[Dataset entries]

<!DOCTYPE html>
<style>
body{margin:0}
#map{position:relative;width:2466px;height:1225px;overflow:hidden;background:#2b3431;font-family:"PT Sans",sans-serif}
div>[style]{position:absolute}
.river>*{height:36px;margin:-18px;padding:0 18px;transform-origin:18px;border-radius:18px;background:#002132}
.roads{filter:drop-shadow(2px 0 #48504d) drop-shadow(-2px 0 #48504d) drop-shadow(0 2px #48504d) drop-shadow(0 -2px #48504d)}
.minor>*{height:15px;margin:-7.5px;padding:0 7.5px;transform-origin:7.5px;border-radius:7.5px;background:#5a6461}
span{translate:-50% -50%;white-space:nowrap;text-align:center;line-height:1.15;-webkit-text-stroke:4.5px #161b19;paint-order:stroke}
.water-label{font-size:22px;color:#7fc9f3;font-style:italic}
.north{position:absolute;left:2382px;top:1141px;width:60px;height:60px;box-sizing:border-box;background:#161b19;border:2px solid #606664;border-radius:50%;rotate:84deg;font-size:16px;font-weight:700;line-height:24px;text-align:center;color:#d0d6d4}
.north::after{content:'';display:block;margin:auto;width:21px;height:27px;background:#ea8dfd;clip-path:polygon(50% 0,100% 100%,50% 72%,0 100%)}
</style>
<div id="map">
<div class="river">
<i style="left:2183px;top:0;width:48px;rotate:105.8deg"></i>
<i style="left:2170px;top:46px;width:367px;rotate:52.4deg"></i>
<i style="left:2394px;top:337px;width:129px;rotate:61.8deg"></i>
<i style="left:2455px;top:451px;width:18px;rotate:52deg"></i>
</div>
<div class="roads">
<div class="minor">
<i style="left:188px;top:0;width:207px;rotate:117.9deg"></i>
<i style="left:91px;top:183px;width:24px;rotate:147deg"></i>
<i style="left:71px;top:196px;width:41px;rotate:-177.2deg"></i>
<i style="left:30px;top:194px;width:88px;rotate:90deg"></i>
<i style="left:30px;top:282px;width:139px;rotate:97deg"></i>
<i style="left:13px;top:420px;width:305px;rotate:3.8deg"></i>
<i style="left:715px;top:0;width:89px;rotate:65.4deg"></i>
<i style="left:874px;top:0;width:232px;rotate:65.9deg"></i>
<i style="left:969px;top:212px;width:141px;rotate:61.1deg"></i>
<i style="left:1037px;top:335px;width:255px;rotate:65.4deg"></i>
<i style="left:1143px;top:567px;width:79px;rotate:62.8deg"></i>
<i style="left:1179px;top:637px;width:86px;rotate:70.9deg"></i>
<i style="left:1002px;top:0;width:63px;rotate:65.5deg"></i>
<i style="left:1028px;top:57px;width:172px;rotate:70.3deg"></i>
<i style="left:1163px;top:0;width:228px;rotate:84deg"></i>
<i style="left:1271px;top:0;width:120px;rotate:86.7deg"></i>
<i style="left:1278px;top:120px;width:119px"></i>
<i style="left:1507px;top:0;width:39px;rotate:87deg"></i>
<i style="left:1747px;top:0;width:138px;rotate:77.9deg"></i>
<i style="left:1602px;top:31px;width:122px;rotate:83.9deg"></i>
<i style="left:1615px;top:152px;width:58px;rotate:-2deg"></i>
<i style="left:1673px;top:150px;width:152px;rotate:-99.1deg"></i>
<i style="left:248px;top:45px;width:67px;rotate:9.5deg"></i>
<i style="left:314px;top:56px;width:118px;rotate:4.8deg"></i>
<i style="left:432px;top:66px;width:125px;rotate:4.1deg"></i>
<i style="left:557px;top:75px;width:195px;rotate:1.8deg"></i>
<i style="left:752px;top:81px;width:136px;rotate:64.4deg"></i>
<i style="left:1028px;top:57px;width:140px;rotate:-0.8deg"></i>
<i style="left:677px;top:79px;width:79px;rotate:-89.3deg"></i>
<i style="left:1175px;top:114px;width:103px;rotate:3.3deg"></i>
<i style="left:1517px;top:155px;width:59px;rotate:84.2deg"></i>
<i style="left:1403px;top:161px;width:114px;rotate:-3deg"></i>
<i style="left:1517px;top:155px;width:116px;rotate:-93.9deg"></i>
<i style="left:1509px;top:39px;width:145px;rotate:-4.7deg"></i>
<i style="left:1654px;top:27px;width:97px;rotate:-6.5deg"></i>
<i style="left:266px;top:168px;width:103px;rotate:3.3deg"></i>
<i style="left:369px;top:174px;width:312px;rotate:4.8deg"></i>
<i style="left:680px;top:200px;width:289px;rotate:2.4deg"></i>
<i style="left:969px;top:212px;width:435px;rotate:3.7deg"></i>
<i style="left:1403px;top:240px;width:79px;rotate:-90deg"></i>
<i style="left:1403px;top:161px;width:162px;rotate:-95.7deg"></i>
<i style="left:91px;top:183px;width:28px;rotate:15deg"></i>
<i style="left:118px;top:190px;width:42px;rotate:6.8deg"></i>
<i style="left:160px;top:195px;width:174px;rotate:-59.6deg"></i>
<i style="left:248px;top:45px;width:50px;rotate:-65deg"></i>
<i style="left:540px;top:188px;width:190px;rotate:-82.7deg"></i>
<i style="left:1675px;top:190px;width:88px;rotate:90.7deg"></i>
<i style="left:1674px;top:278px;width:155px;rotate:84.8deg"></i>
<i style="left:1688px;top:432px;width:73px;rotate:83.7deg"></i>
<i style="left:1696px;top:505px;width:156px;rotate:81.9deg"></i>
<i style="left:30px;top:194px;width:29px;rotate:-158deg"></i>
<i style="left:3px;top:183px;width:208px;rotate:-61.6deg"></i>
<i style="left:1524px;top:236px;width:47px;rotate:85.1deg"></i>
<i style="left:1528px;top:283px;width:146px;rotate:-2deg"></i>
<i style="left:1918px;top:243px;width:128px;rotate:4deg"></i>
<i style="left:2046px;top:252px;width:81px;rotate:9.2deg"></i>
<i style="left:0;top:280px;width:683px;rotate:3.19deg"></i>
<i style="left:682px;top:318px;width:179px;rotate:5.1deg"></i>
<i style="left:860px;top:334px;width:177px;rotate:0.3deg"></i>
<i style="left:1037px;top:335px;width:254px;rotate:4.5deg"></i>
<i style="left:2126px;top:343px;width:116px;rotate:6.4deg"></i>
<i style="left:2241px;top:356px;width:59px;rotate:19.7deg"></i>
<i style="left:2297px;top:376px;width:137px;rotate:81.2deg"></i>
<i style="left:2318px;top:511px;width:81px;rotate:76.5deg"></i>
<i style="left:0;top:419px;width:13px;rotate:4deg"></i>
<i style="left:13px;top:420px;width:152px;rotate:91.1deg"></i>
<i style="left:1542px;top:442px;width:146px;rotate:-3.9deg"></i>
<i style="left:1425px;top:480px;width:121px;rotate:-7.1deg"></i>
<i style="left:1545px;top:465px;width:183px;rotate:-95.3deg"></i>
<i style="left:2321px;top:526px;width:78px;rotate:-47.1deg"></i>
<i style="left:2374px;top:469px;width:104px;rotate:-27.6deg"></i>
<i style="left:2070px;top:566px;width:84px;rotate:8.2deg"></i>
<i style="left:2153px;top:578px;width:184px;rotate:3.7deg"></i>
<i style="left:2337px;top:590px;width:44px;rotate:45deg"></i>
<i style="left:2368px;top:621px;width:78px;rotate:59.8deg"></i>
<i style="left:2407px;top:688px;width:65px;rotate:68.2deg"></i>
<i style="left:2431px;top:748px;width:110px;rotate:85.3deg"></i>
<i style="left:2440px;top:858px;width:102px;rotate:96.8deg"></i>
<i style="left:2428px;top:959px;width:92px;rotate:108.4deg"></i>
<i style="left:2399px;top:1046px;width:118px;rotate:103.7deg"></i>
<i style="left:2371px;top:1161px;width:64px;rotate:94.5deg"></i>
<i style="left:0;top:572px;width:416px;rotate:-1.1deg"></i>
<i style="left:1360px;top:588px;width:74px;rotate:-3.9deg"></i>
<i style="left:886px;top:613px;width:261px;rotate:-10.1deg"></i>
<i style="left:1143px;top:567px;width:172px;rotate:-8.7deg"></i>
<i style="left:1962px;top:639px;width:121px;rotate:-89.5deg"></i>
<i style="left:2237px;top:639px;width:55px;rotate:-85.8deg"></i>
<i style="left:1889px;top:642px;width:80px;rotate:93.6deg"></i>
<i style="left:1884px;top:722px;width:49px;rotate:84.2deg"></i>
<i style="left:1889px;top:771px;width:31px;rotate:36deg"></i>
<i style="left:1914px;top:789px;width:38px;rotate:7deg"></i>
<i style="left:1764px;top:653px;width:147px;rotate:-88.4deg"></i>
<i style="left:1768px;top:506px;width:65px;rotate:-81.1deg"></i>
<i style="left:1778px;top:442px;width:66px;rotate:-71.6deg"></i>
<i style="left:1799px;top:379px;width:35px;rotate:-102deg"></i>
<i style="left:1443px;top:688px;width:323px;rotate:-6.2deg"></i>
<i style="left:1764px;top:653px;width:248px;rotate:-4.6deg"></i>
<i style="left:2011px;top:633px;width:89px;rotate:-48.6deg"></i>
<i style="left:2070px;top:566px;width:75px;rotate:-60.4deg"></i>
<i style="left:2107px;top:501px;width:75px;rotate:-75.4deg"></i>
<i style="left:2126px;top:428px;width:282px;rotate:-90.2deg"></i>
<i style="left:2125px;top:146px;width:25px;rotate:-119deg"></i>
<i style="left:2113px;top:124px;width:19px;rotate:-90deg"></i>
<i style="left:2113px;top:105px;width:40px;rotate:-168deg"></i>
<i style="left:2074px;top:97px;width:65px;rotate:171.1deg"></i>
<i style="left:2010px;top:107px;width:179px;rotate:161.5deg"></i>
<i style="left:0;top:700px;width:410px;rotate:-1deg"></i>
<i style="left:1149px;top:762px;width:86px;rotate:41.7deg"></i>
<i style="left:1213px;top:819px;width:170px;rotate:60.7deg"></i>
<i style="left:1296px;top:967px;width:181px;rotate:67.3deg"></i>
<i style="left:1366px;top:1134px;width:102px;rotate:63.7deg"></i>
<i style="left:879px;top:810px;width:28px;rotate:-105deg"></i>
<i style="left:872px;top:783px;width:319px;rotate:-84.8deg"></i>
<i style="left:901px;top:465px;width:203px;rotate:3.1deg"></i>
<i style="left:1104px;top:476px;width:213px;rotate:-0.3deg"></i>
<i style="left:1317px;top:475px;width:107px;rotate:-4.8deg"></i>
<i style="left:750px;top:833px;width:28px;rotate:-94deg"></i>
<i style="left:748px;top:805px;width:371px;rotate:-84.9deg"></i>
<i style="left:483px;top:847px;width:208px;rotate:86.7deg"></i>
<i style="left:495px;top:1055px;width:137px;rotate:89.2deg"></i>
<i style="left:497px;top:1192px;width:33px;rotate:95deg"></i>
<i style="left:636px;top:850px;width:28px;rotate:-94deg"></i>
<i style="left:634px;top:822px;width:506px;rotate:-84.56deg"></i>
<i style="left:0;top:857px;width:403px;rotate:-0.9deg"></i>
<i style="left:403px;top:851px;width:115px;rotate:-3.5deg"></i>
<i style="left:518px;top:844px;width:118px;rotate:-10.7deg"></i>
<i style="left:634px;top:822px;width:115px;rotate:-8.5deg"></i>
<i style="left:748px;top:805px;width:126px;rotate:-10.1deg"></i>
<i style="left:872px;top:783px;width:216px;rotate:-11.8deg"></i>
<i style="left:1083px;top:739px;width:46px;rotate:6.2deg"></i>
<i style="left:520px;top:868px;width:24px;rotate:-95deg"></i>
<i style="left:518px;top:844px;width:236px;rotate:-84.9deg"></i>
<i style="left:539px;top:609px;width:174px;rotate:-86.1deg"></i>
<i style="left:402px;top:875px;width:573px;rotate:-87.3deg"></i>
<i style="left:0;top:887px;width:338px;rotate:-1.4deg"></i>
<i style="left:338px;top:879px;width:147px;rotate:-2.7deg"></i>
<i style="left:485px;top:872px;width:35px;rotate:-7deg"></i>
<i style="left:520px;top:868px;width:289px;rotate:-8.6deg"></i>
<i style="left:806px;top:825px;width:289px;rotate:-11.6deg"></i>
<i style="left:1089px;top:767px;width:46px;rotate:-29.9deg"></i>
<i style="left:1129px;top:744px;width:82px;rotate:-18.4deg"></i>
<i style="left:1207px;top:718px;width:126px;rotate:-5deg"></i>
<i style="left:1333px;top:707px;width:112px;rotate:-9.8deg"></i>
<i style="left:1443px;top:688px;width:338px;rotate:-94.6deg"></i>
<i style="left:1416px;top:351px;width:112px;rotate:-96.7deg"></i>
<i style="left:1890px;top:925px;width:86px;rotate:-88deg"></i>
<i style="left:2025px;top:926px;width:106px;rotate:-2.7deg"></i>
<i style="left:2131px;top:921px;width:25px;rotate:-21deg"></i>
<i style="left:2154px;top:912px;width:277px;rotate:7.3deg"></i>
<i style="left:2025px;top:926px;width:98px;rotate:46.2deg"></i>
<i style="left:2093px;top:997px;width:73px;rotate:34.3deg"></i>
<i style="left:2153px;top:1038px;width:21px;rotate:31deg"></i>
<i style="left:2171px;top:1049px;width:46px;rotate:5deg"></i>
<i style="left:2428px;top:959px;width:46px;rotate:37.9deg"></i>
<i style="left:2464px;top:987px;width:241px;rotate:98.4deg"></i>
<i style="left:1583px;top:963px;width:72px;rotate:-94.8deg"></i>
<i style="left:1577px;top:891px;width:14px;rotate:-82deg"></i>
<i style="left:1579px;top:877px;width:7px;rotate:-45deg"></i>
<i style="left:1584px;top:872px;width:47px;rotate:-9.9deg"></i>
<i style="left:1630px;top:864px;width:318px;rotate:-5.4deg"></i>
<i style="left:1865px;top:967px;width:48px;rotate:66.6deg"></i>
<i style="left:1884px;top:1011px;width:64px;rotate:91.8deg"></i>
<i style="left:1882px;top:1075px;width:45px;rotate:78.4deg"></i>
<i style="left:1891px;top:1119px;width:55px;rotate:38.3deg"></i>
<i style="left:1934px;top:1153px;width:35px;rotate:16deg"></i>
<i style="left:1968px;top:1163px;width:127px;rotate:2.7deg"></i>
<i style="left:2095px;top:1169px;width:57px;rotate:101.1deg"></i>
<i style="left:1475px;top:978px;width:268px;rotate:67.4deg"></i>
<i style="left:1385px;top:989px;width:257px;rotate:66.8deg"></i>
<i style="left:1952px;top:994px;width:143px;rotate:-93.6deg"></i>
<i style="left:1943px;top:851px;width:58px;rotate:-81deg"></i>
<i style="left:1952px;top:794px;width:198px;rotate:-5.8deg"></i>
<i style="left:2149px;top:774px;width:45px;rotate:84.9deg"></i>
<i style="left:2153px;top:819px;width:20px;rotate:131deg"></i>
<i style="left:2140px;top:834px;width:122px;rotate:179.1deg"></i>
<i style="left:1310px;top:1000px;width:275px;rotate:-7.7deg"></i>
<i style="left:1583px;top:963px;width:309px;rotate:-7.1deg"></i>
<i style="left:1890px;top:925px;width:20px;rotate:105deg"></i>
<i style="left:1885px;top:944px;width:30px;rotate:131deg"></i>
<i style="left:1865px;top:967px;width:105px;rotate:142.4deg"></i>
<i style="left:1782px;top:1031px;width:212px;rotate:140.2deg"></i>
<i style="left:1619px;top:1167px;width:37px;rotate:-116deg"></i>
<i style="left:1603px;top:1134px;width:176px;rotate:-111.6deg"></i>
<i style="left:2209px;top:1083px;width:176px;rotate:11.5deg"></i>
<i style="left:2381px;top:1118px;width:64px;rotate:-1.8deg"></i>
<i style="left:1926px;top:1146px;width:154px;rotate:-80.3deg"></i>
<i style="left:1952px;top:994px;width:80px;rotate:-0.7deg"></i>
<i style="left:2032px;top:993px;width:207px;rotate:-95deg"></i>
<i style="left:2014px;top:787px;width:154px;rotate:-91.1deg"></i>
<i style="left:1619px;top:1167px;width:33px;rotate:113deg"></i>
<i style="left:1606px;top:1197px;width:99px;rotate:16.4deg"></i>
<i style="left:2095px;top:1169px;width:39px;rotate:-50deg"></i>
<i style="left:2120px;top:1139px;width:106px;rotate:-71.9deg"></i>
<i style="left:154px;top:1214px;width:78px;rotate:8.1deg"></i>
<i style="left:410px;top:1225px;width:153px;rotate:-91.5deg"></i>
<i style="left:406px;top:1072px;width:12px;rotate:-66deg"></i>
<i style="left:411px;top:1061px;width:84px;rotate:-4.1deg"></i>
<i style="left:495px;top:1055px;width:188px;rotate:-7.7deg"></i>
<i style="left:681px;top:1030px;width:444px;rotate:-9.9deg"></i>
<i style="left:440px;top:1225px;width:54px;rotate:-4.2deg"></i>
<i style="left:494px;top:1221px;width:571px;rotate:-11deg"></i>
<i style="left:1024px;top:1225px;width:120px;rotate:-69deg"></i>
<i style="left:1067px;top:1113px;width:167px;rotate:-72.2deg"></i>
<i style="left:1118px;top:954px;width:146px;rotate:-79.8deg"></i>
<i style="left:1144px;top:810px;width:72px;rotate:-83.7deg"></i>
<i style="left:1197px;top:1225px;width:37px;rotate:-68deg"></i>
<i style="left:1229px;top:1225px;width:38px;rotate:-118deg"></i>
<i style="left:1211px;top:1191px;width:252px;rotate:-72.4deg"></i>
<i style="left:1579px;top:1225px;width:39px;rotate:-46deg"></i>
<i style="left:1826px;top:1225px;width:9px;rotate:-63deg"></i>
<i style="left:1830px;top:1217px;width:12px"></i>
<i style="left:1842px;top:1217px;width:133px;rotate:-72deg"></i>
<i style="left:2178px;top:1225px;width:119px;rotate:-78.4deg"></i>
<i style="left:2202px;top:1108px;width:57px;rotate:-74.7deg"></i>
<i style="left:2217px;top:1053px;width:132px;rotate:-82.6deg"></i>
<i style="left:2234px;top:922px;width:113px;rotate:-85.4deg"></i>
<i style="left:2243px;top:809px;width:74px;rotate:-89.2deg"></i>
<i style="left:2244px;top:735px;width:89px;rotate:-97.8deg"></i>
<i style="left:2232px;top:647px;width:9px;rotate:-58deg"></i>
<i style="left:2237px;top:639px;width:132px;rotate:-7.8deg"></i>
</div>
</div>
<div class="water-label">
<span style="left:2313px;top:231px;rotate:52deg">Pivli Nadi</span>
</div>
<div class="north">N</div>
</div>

■ EXERCISE DIRECTIONS:
Your answer consists solely of the lines from the top of the records above through the line that contains "0 #48504d) drop-shadow(-2px", each echoed exactly.

■ REPLY TO THE EXERCISE:
<!DOCTYPE html>
<style>
body{margin:0}
#map{position:relative;width:2466px;height:1225px;overflow:hidden;background:#2b3431;font-family:"PT Sans",sans-serif}
div>[style]{position:absolute}
.river>*{height:36px;margin:-18px;padding:0 18px;transform-origin:18px;border-radius:18px;background:#002132}
.roads{filter:drop-shadow(2px 0 #48504d) drop-shadow(-2px 0 #48504d) drop-shadow(0 2px #48504d) drop-shadow(0 -2px #48504d)}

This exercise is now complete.